Problem 231: Prime Factorisation of Binomial Coefficients
View on Project EulerProject Euler Problem 231 Solution
EulerSolve provides an optimized solution for Project Euler Problem 231, Prime Factorisation of Binomial Coefficients, with C++, Python, Java, and a step-by-step mathematical explanation.

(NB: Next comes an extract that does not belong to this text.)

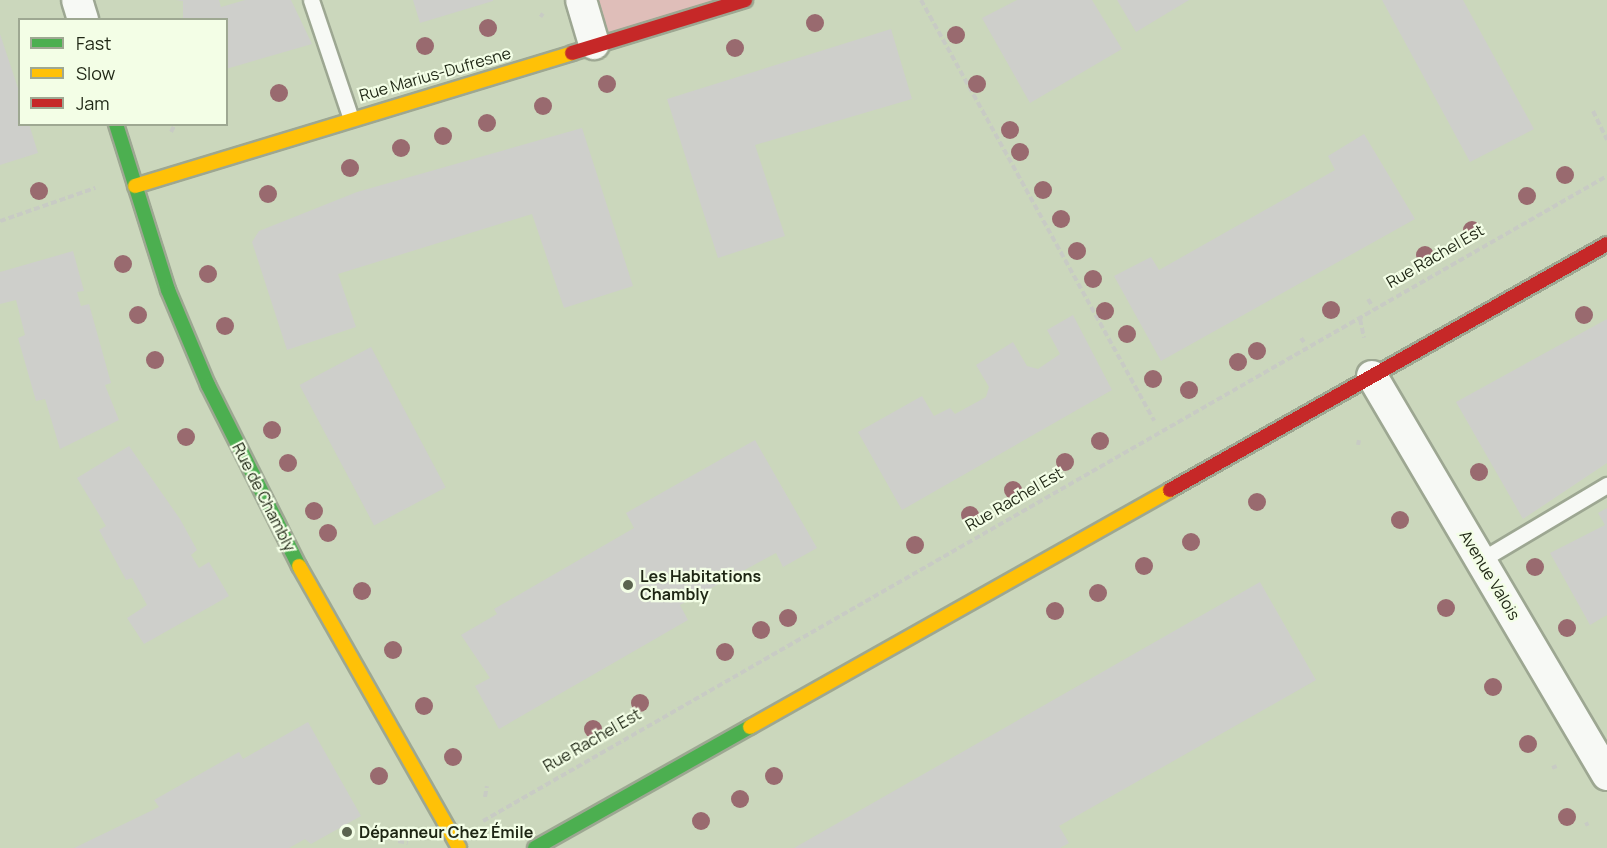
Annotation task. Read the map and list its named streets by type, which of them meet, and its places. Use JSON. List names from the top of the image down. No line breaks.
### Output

Problem Summary The target quantity is the sum of the prime factors of the binomial coefficient \(\binom{20{,}000{,}000}{15{,}000{,}000}\), where each prime is counted with multiplicity. If a positive integer \(N\) has prime factorisation $N=\prod_{p \text{ prime}} p^{e_p},$ then the required weighted sum is $S(N)=\sum_{p \text{ prime}} p\,e_p.$ So for this problem we must compute $S\!\left(\binom{20{,}000{,}000}{15{,}000{,}000}\right)=\sum_{p \le 20{,}000{,}000} p\,v_p\!\left(\binom{20{,}000{,}000}{15{,}000{,}000}\right),$ where \(v_p(x)\) is the exponent of the prime \(p\) in \(x\). Directly expanding or factoring the binomial coefficient is impossible in practice, so the solution works entirely with prime exponents. Mathematical Approach The whole method rests on one idea: instead of building the enormous integer \(\binom{n}{k}\), determine how many times each prime occurs in it and add the weighted contributions \(p \cdot v_p\). Prime Exponents Inside a Binomial Coefficient Write $\binom{n}{k}=\frac{n!}{k!(n-k)!}.$ Prime exponents are additive across multiplication and subtractive across division, so for every prime \(p\), $v_p\!\left(\binom{n}{k}\right)=v_p(n!) - v_p(k!) - v_p((n-k)!).$ This is the exact cancellation pattern used by the implementations. It turns the problem into three factorial-valuation queries per prime....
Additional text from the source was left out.